Excerpted records ::
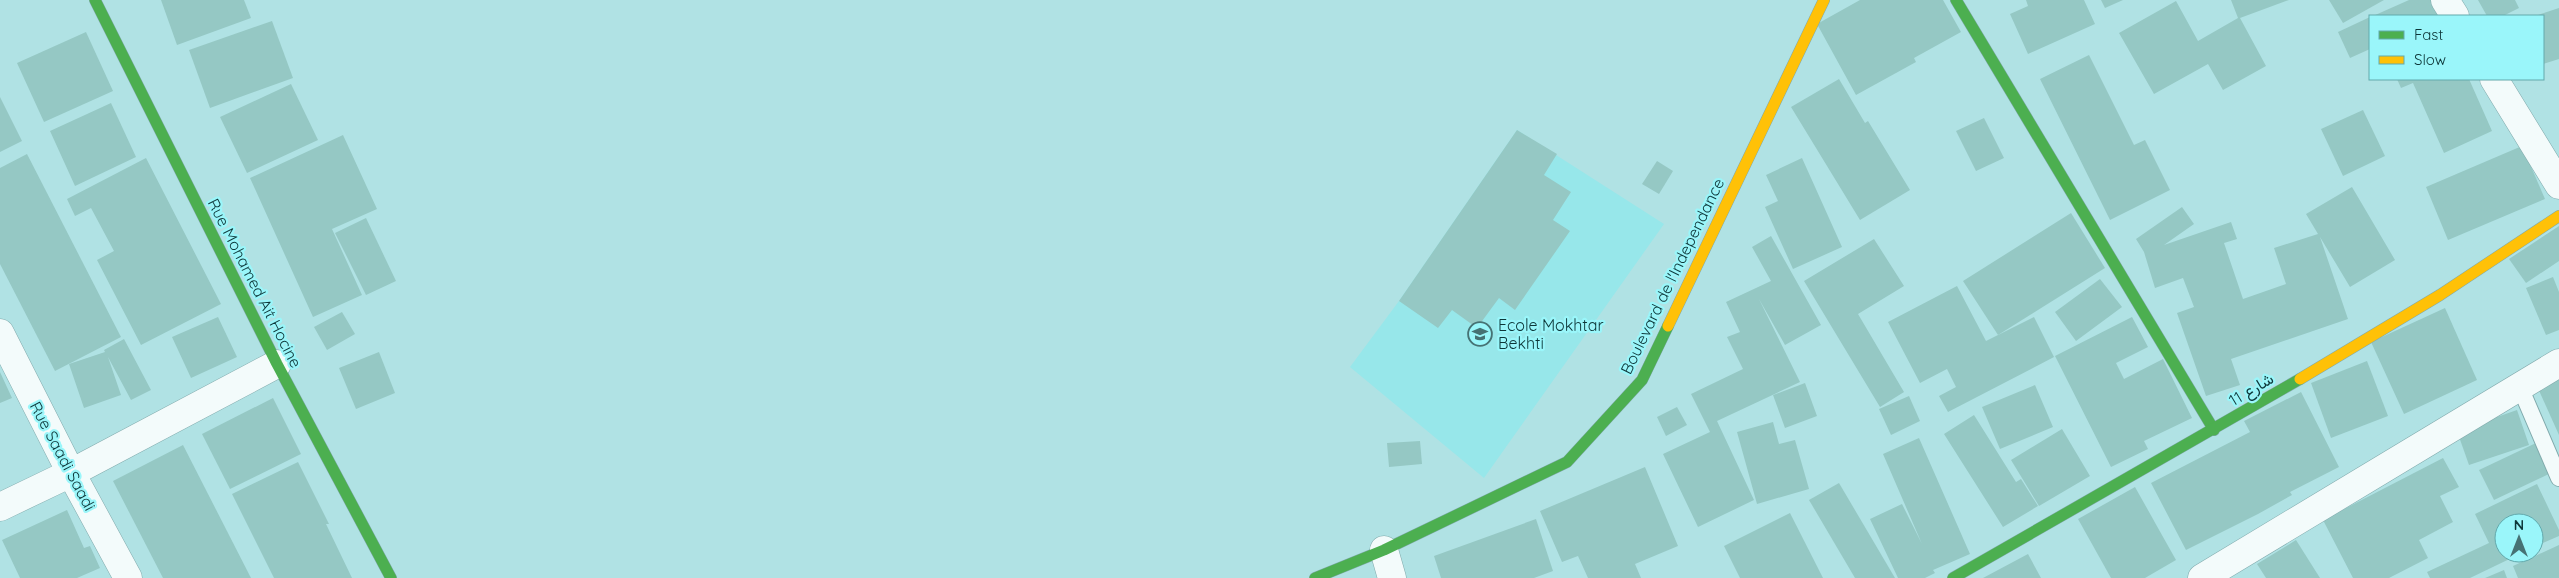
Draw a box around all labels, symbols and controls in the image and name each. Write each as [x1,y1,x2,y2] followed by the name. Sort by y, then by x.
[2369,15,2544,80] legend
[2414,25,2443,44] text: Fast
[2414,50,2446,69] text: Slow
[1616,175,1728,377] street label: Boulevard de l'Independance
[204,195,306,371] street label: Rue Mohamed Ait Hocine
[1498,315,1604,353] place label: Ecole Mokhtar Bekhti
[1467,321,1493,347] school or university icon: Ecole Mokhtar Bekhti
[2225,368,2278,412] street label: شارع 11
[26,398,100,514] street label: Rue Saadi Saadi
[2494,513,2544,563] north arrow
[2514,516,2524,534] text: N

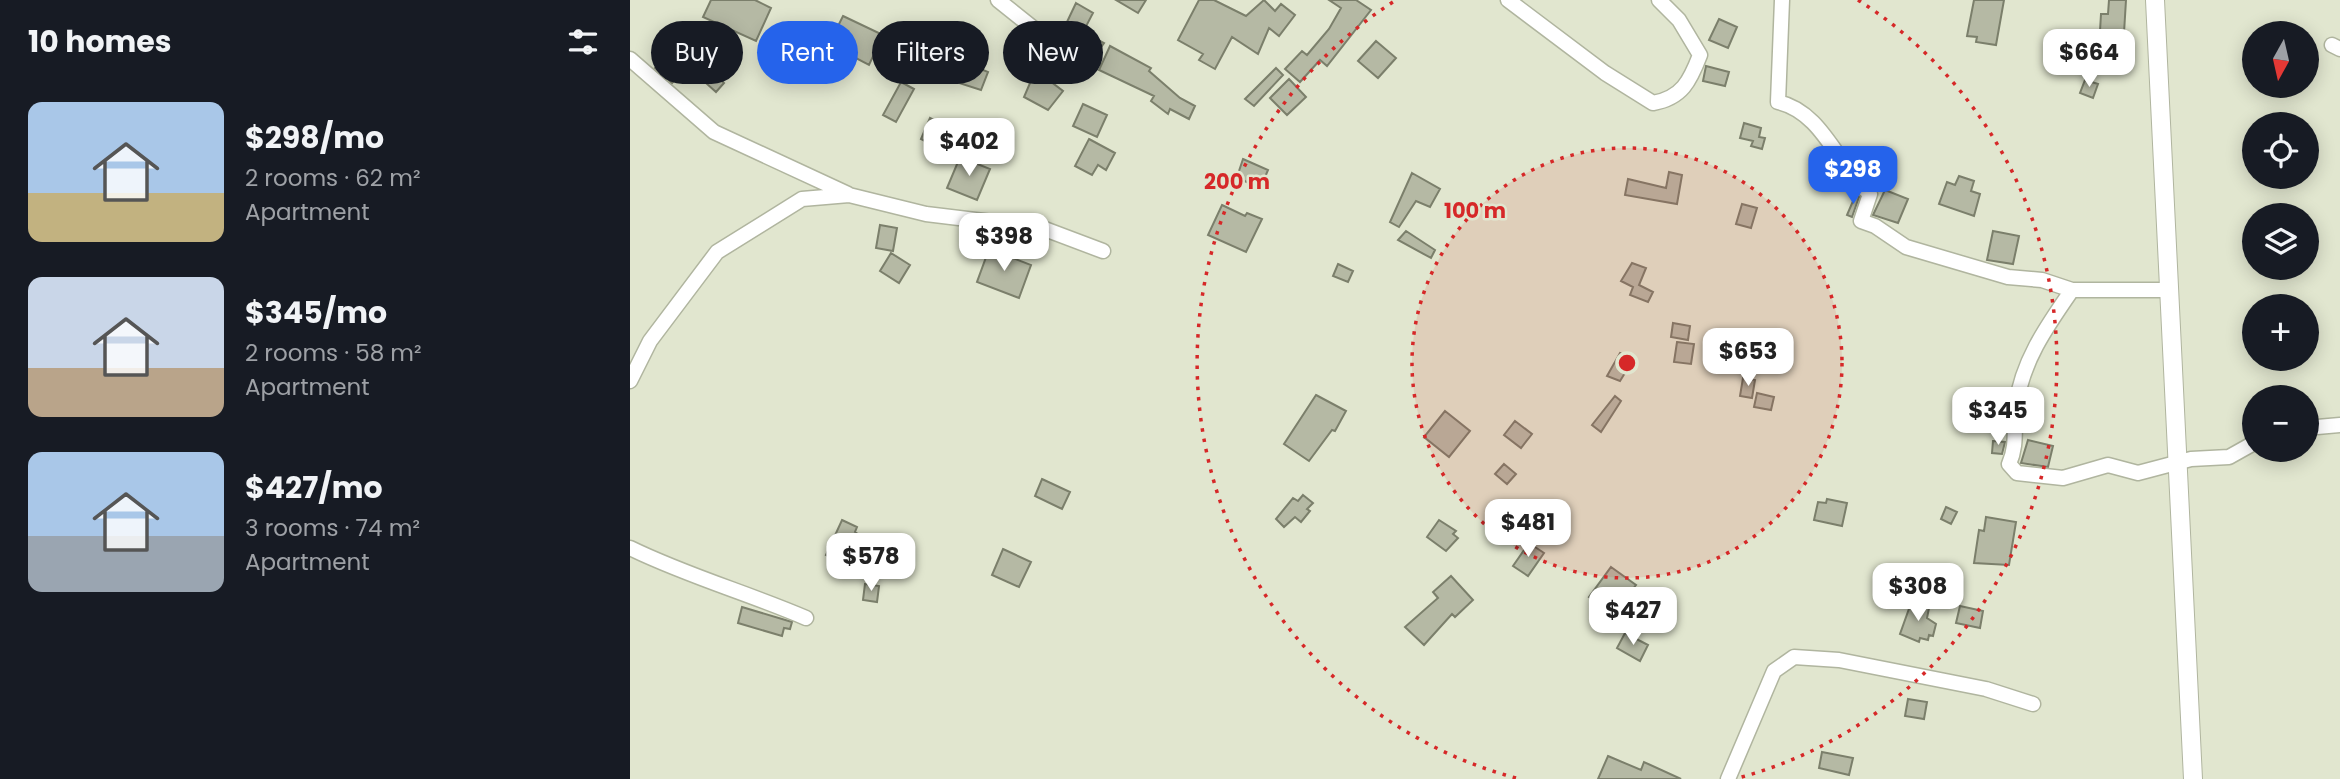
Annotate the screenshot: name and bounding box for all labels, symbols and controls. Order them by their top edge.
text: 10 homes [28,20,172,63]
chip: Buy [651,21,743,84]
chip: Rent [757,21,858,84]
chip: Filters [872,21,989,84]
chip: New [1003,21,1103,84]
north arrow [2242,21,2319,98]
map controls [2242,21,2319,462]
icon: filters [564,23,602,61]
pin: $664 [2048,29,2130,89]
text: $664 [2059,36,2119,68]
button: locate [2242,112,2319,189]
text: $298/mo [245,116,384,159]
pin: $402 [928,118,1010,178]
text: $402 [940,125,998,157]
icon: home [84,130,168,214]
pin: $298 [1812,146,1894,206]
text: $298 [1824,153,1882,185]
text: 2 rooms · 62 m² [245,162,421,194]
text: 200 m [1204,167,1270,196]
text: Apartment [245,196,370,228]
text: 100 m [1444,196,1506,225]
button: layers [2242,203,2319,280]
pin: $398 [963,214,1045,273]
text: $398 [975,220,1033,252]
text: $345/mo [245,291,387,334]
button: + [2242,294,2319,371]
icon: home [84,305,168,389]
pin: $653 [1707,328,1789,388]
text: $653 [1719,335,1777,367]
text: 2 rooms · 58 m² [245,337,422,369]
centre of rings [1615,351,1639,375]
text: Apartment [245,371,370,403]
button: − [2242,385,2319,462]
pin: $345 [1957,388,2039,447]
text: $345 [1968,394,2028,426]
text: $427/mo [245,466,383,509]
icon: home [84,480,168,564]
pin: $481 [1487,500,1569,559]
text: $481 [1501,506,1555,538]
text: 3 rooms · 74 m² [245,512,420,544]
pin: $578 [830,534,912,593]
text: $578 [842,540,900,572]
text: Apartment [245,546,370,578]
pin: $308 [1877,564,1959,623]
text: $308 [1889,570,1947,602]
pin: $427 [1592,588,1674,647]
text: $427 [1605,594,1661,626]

Description of the task ::
All that is needed is a number: how many lines in the data above contain the string "street".

The answer ::
4